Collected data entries
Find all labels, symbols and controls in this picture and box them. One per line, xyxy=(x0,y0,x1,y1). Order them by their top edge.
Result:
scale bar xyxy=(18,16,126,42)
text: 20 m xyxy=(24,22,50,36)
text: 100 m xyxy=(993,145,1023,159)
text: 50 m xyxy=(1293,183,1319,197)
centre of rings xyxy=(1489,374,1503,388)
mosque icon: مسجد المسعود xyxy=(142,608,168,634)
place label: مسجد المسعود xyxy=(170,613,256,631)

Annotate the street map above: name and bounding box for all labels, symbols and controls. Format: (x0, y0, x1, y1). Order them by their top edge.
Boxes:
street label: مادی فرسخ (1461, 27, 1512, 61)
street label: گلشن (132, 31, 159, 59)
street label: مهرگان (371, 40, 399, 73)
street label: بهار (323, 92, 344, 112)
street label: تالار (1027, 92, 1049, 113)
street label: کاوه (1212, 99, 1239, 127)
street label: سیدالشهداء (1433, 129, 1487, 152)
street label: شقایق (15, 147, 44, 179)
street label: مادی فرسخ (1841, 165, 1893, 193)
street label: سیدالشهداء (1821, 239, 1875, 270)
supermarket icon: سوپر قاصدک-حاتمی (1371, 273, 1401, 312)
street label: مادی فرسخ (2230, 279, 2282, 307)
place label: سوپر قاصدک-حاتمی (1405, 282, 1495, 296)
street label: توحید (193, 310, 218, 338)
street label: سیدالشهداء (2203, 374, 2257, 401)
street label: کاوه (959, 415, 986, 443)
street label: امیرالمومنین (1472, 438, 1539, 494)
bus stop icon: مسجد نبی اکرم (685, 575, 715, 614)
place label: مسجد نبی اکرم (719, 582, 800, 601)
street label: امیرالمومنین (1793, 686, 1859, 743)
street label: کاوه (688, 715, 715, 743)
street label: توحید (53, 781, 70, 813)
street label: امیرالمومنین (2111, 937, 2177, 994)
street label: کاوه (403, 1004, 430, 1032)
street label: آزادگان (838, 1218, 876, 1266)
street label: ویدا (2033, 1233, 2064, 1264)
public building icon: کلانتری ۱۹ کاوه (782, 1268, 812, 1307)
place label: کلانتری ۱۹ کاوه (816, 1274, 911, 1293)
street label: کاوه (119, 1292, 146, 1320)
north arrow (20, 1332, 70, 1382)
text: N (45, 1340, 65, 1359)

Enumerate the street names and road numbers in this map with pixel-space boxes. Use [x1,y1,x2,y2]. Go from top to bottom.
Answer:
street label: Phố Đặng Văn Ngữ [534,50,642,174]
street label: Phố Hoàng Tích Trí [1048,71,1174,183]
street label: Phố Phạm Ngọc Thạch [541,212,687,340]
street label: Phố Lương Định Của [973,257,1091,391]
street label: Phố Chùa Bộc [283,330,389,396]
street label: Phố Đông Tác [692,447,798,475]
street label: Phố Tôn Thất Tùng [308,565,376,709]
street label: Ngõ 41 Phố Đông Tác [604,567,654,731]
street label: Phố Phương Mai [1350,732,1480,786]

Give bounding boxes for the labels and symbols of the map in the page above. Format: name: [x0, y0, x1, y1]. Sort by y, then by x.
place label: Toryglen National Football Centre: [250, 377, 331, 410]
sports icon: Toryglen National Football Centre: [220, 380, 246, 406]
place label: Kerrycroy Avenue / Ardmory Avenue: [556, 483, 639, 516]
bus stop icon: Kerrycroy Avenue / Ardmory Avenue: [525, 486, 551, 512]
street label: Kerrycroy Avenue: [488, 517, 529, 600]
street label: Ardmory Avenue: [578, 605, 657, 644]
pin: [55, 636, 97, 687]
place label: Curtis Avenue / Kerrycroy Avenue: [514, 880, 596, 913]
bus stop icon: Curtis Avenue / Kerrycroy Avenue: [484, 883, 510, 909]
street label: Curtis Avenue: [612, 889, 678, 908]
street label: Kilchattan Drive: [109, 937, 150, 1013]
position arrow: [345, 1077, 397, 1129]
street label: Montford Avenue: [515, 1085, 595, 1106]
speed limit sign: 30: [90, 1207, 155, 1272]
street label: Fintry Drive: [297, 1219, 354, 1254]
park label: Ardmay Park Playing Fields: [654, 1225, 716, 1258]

_WHAT YOU ARE ASKED TO DO_
Give the number of lines in the records where the word "this" shows up. Nothing else belongs in the reply.

_FINAL ANSWER_
2